World Fishing News October 2022 – proving sustainable fishing isn’t overfishing, a tool to solve ghost fishing and more

Although commercial fishing industry regulations, tools, and events are often regionally focused, many national and international developments impact people in all regions, countries, and regions. ecosystems. With our new “World Fishing News” updates, our aim is not only to highlight these developments, but also to convey a sense of connection to these events that fishing stakeholders on all coasts can see and understand.

Please contact the National Angler Team or connect on social networks to provide us with news or connection points that we may highlight in an upcoming World Fishing News update.

The EU fishing sector against the unenforceable EU taxonomy

In 2020, the European Commission set up expert groups to produce criteria for categorizing environmentally sustainable economic activities for each sector. However, the fisheries expert group did not include any stakeholders from the fishing industry, only NGO representatives. As a result, the group produced unrealistic recommendations to the European Commission.

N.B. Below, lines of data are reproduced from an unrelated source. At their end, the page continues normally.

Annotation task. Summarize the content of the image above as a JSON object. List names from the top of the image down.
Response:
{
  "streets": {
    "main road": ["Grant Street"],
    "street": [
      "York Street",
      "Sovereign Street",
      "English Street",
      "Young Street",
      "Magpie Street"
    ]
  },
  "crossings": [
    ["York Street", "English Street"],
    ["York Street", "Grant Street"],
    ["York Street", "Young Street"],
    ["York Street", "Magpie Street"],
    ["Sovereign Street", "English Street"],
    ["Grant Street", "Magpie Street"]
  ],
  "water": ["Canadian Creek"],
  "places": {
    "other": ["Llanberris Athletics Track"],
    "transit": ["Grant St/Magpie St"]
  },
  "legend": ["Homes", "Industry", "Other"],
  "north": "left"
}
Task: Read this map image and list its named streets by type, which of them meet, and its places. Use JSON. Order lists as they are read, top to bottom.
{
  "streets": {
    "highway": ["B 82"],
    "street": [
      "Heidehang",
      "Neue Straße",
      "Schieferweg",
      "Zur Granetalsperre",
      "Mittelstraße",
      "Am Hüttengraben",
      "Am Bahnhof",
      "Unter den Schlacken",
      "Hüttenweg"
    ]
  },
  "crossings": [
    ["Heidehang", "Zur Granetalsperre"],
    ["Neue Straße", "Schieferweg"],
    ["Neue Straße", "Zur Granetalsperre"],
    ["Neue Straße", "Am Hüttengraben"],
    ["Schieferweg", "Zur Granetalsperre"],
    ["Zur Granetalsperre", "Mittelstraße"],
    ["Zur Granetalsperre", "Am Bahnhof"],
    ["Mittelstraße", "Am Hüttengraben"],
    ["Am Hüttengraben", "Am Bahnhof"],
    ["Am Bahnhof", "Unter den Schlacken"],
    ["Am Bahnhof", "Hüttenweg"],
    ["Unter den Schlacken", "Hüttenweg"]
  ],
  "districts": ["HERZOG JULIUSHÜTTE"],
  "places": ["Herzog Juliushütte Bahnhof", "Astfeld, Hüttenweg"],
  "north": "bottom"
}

Today, the EU fisheries sector denounces the lack of transparency and expertise in the development of EU taxonomy standards for fisheries, noting that “this unbalanced situation has led to significant gaps in the platform’s knowledge and expertise on the realities of fishing” and adds that “as a result, the vast majority of the EU fishing industry will not be able to align with the criteria, especially small-scale artisanal vessels”.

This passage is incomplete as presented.